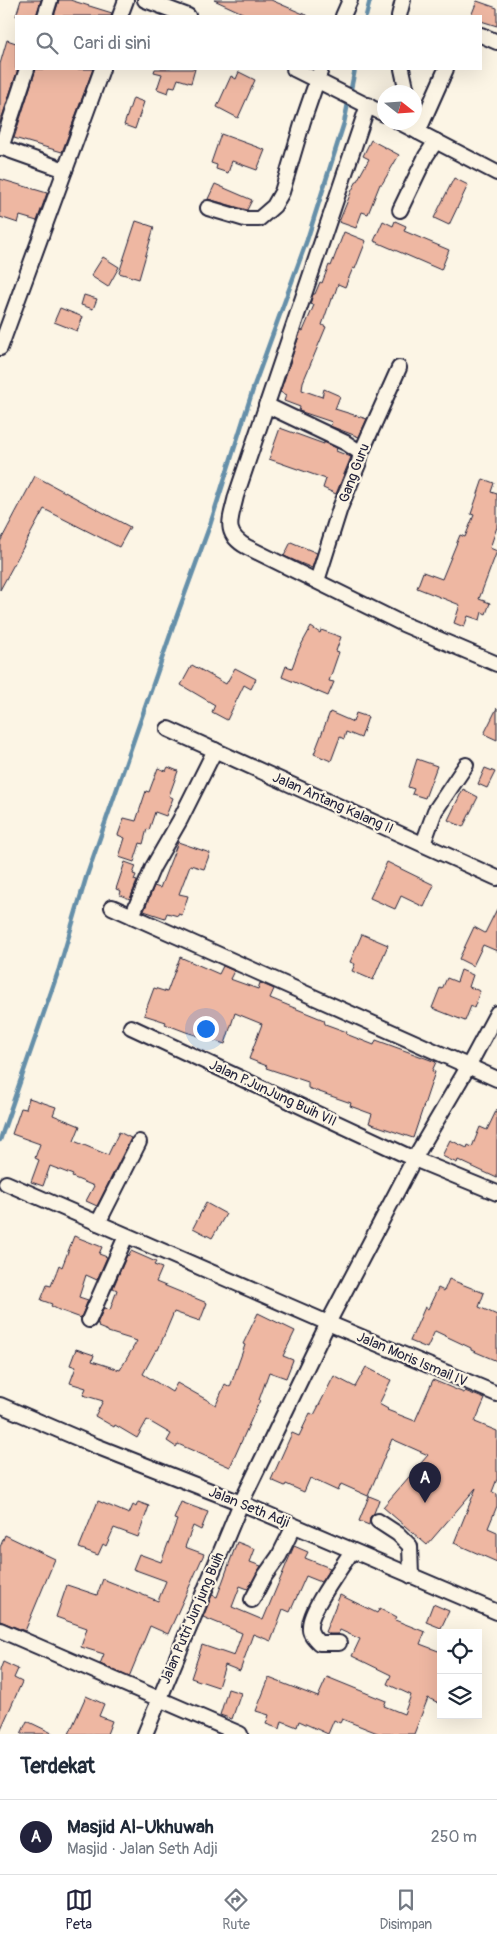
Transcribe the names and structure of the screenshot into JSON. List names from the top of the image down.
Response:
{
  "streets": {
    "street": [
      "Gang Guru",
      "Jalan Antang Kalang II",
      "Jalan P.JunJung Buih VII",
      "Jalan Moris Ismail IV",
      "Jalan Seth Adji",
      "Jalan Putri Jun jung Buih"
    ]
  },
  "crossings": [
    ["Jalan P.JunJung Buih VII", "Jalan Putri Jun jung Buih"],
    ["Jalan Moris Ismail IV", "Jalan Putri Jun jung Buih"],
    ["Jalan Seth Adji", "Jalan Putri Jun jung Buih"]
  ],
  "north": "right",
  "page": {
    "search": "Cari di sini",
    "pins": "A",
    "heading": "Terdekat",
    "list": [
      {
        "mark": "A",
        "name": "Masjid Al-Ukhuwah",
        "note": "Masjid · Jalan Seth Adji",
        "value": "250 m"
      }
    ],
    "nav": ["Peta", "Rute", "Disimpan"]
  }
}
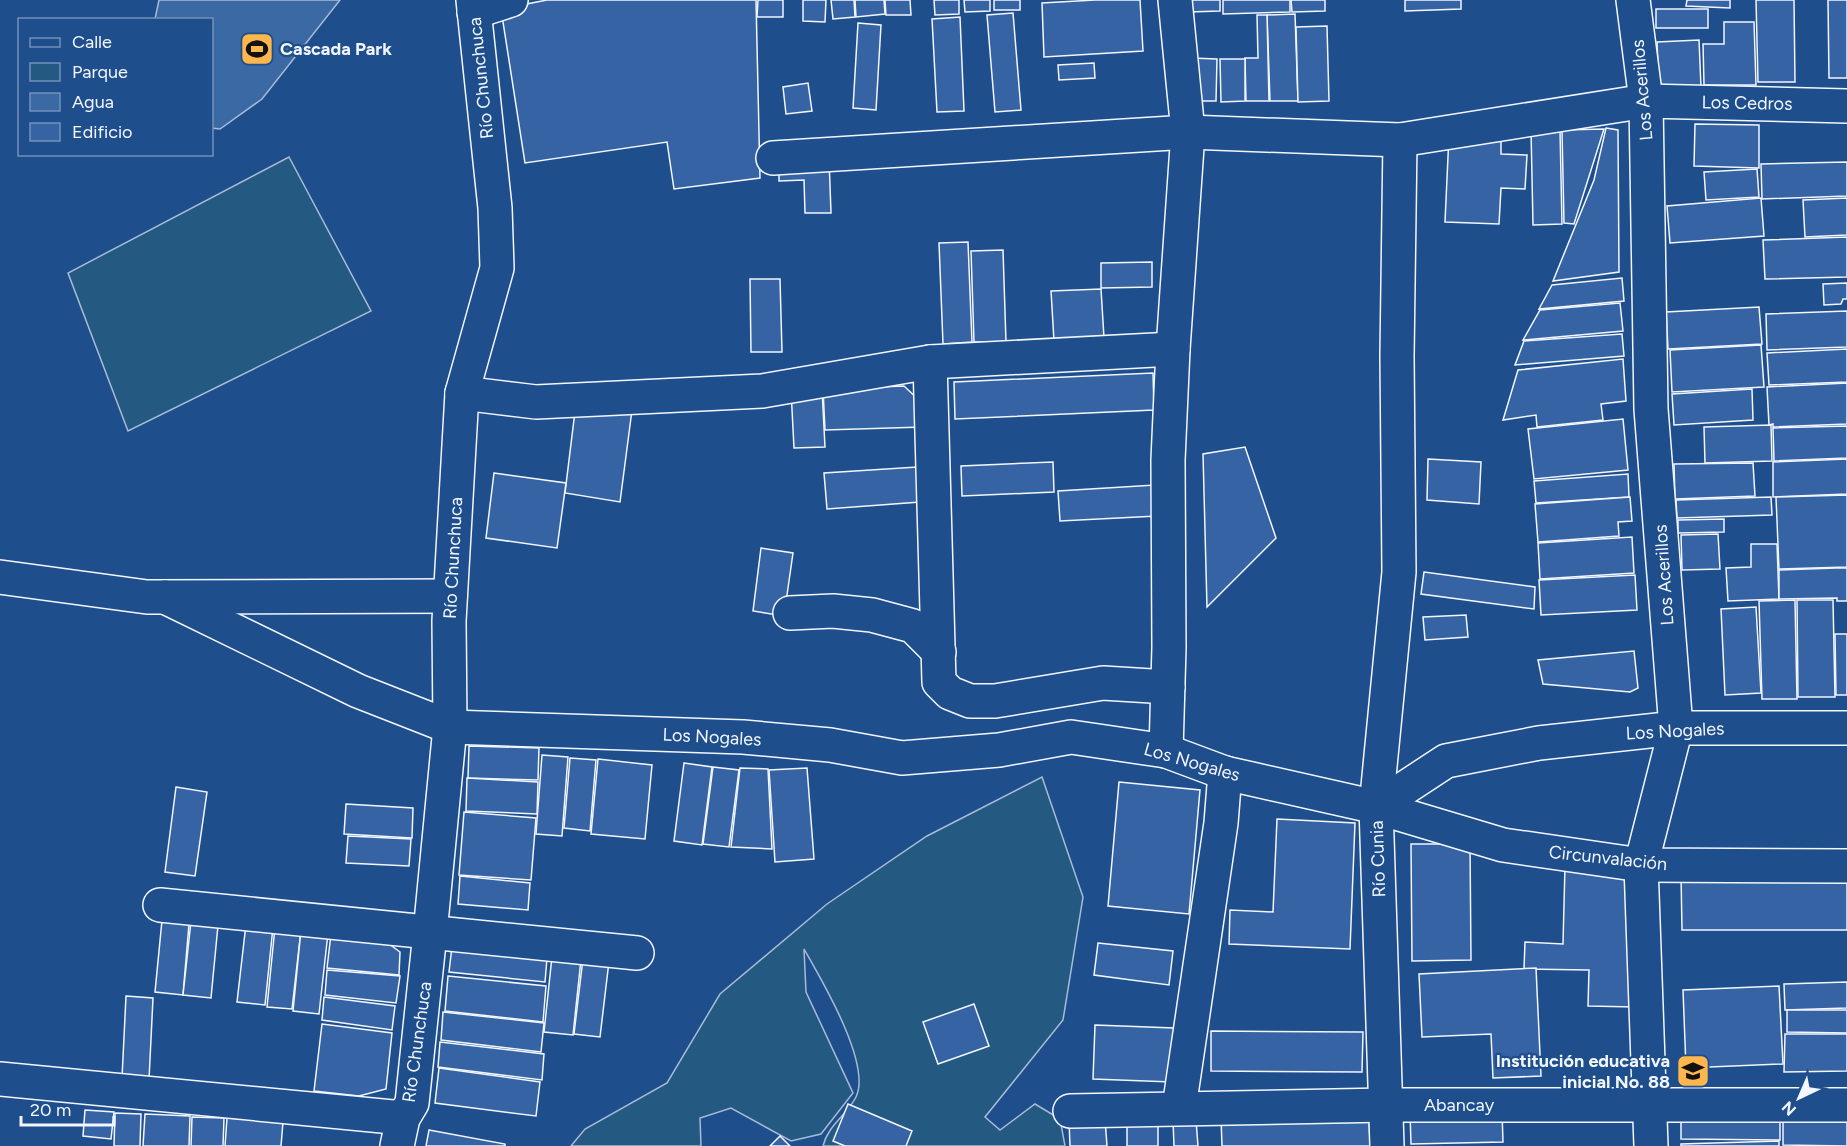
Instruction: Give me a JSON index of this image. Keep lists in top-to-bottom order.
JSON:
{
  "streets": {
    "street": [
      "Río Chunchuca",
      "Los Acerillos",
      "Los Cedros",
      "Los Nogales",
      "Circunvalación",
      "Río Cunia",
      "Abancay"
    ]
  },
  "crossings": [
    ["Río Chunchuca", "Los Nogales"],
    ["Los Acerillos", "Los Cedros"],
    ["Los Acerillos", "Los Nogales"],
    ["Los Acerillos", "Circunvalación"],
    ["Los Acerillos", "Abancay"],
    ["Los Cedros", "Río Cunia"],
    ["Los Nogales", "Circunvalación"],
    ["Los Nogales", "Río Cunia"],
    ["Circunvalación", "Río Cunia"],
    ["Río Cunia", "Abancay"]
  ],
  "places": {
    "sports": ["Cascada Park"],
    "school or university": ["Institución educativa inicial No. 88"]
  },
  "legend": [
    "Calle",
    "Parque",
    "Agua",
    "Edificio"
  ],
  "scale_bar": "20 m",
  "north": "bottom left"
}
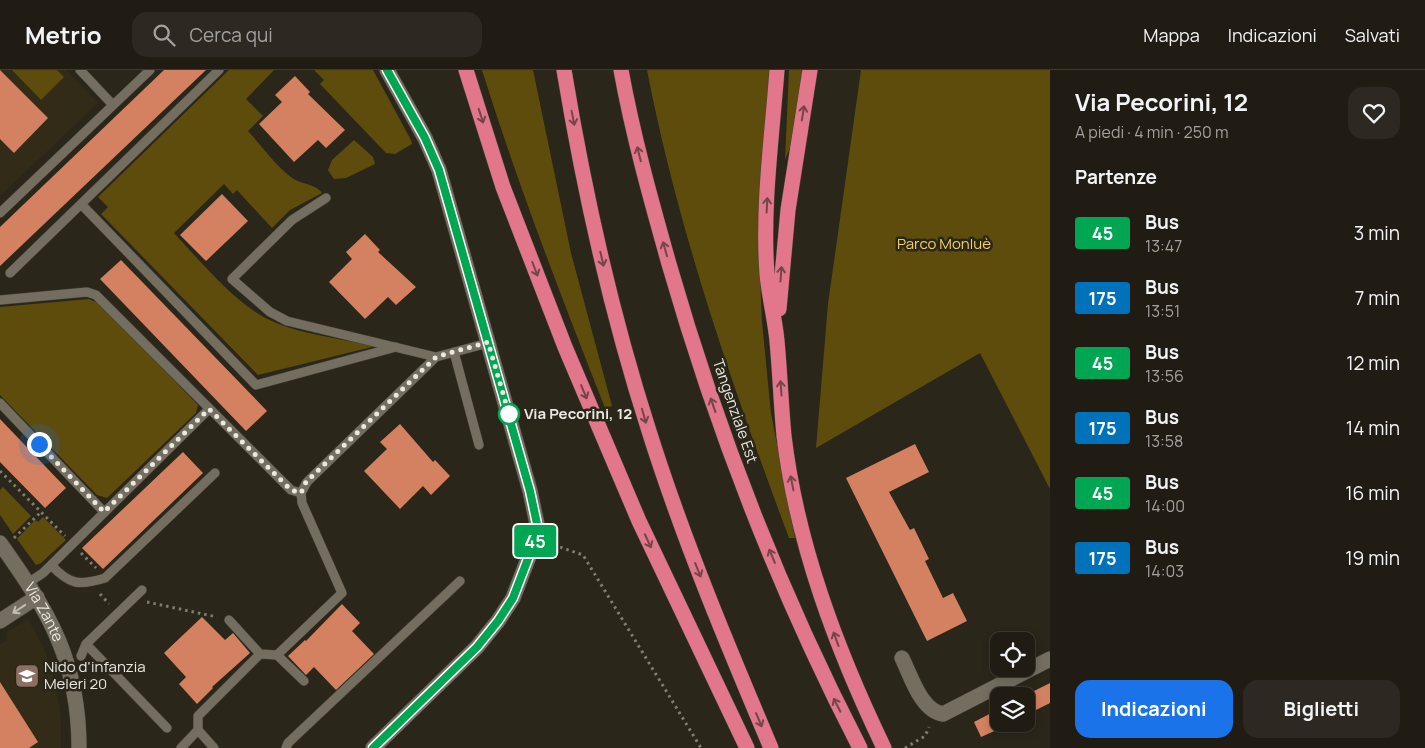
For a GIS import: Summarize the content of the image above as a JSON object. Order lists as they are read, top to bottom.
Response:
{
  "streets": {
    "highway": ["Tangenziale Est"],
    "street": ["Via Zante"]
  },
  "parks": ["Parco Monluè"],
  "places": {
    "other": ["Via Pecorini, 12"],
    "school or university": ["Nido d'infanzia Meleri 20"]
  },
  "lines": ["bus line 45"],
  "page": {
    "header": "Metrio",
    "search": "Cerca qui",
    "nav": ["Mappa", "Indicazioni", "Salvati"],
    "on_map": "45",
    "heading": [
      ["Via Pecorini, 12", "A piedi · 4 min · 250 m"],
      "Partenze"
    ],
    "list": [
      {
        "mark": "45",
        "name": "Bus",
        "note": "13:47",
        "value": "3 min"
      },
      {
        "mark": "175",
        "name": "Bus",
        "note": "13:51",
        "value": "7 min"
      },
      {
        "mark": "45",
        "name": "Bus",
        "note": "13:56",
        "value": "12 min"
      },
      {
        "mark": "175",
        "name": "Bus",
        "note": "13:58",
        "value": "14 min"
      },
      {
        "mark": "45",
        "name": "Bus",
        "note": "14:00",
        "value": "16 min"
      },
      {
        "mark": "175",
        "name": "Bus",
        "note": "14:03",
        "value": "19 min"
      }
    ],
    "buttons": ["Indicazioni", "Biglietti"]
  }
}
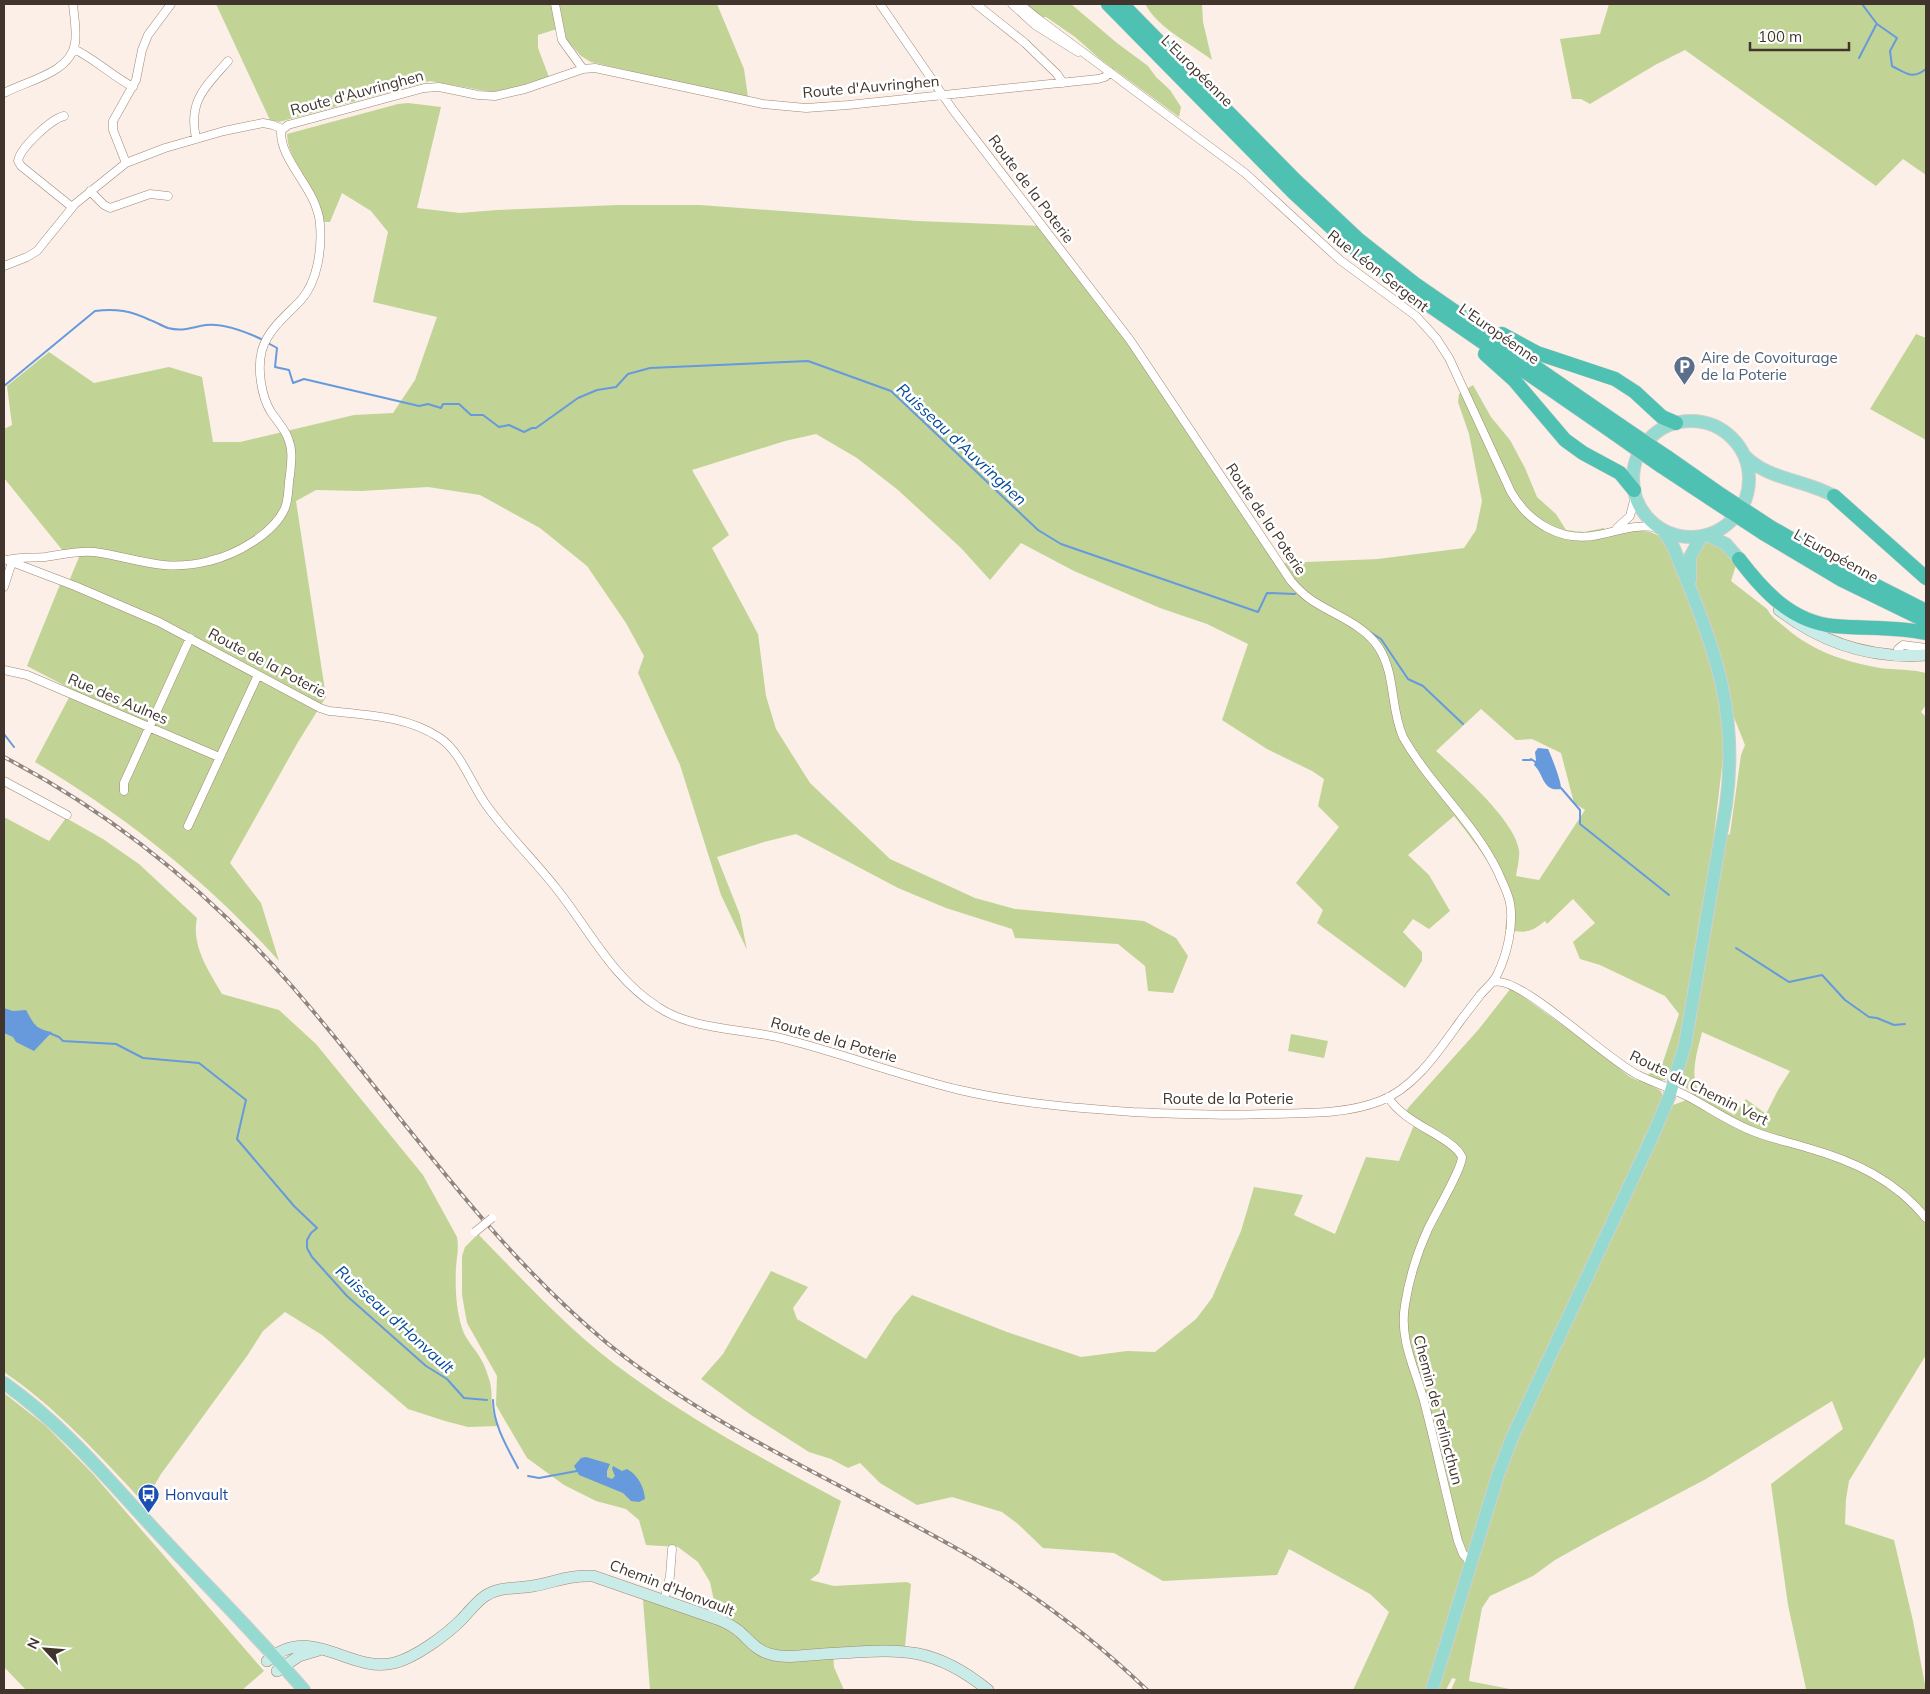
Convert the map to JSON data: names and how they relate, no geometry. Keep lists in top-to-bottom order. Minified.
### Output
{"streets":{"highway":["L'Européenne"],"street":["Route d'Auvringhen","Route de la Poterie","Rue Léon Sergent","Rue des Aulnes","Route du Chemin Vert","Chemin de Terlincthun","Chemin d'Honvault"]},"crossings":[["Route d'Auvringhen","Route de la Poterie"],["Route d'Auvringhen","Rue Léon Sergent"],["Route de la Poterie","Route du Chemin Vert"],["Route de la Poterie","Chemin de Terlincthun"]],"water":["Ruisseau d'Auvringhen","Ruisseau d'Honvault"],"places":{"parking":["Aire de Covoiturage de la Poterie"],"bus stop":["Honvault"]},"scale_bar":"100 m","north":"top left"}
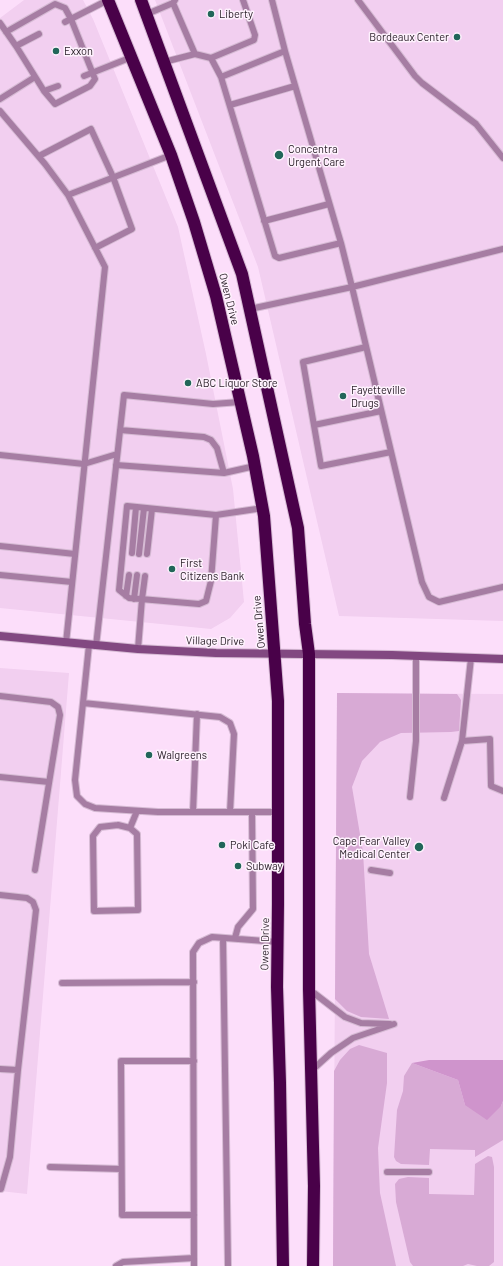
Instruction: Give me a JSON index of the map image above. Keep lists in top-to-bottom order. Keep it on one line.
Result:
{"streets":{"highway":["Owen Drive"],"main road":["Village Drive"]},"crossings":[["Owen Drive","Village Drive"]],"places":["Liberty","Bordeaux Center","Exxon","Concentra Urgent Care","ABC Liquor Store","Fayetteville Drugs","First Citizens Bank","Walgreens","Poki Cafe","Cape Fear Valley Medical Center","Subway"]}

★ ★ ★ ★

* **Directions for this task**
Please return only the lines from the one holding "Convert the map" through the end of the data, both ends included; do not copy any pictures.

* **Answer for this exercise**
Convert the map to JSON data: names and how they relate, no geometry. Keep lists in top-to-bottom order. Minified.
### Output
{"streets":{"highway":["L'Européenne"],"street":["Route d'Auvringhen","Route de la Poterie","Rue Léon Sergent","Rue des Aulnes","Route du Chemin Vert","Chemin de Terlincthun","Chemin d'Honvault"]},"crossings":[["Route d'Auvringhen","Route de la Poterie"],["Route d'Auvringhen","Rue Léon Sergent"],["Route de la Poterie","Route du Chemin Vert"],["Route de la Poterie","Chemin de Terlincthun"]],"water":["Ruisseau d'Auvringhen","Ruisseau d'Honvault"],"places":{"parking":["Aire de Covoiturage de la Poterie"],"bus stop":["Honvault"]},"scale_bar":"100 m","north":"top left"}
Instruction: Give me a JSON index of the map image above. Keep lists in top-to-bottom order. Keep it on one line.
Result:
{"streets":{"highway":["Owen Drive"],"main road":["Village Drive"]},"crossings":[["Owen Drive","Village Drive"]],"places":["Liberty","Bordeaux Center","Exxon","Concentra Urgent Care","ABC Liquor Store","Fayetteville Drugs","First Citizens Bank","Walgreens","Poki Cafe","Cape Fear Valley Medical Center","Subway"]}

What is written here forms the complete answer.